Of course when the tremendous downsides to these policies are so continually obscured from public pondering I can hardly blame the public for not picking up on the net detriment.

I contend that the Tribune story today on South Waterfront is the premiere example of that obscuring machine.

What is obscured?
The initial public cost is really $280 million with many hundreds of millions more hiding in planner-world,
OHSU with it's new buildings and 25 or so acres in SoWa will pay NO property taxes at all,
the OHSU biotech jobs promise was and is a fabrication with zero plausibility,
the greenway is no more than a glorified sidewalk presented as some big public gain,
the high rises have become bigger, wider, more blocking and more profitable,
upcoming tax exemptions will further cripple city and school budgets,
the public is, for some unknown reason, supposed to appreciate the subsidizing of housing for people earning $69,000,
no "schools, community centers" or other significant facilities for families have been identified or FUNDED,
The Tram is of course a cruel hoax on the taxpayers,
PDOT never did any genuine traffic impact study (never looked at any traffic connections to the South)meaning horrific gridlock is on the way,
every single existing and new property within the 409 acre Urban Renewal District will have ALL property tax increases, for at least the next 20 years, diverted away from city and school budgets and into this shady and reckless scheme,
city agencies didn't "work to find compromises",
the streetcars are not a "compromise" to "reduce vehicle traffic"
and not a single real world response has come from ANY of the fatal flaws raised during the entire SoWa process. Not one.
In fact every single flawed notion stands as it did since day one and in many aspects has actually worsened during the process.
No matter how fully refuted.

In Markgraf's picture he is a dead ringer for John Goodman.
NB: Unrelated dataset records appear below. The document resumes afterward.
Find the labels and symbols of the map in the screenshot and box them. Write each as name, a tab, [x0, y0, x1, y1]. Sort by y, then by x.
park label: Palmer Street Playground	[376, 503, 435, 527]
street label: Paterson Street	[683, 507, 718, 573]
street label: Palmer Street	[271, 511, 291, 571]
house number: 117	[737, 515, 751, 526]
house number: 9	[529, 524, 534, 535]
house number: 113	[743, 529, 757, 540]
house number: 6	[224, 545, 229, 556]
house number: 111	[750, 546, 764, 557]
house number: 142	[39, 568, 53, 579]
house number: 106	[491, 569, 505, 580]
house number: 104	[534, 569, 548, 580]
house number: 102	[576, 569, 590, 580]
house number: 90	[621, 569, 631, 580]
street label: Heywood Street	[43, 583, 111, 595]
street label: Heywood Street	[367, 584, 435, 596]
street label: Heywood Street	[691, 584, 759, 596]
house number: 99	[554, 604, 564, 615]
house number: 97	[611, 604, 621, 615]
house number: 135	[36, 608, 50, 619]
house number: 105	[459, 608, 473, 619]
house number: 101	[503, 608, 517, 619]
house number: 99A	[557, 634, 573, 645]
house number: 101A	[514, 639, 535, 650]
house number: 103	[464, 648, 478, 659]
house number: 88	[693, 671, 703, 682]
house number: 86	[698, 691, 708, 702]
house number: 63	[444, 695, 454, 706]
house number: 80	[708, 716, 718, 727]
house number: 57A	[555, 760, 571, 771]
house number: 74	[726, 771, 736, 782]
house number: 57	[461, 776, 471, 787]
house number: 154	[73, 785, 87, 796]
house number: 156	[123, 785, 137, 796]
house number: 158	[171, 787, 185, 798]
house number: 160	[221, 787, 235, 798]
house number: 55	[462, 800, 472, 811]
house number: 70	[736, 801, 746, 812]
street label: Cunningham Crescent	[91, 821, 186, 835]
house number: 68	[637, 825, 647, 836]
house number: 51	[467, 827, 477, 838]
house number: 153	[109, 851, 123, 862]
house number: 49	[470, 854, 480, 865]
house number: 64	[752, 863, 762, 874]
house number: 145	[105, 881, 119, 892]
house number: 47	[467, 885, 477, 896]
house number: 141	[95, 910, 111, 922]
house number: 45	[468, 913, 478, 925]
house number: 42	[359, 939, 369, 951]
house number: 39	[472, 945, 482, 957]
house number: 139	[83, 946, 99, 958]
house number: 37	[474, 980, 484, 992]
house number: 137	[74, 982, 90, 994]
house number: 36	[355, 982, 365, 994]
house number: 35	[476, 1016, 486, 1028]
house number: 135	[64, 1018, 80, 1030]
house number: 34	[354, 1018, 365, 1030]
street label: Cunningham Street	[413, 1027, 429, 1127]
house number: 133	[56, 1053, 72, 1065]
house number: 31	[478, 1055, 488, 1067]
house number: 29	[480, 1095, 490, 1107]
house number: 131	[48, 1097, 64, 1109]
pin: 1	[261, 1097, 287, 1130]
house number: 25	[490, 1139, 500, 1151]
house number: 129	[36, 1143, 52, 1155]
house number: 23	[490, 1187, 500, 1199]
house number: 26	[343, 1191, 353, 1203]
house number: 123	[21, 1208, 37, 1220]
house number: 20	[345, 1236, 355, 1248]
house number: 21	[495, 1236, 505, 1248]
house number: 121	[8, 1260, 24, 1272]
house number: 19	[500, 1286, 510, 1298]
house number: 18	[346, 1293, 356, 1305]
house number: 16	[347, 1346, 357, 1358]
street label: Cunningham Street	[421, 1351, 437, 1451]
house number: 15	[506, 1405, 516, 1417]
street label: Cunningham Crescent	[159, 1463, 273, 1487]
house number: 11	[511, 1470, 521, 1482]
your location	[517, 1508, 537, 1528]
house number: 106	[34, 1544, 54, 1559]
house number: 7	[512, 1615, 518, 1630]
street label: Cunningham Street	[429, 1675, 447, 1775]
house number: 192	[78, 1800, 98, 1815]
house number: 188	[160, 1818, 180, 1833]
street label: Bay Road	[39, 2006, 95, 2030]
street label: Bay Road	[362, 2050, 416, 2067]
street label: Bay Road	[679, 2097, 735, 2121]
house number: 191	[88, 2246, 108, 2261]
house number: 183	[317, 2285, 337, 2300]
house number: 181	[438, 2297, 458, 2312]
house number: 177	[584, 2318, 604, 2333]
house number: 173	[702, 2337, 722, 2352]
"I think that "the double-duty jobs look bad to taxpayers who wonder how the employee can devote adequate attention to both bosses, or who may question giving public contracts to politically connected staffers" is all you really need to see that there's a problem here.

Well, that and "no-bid contract."

I think I may know where Sizemore ought to look for the 10% he has been chasing all these years.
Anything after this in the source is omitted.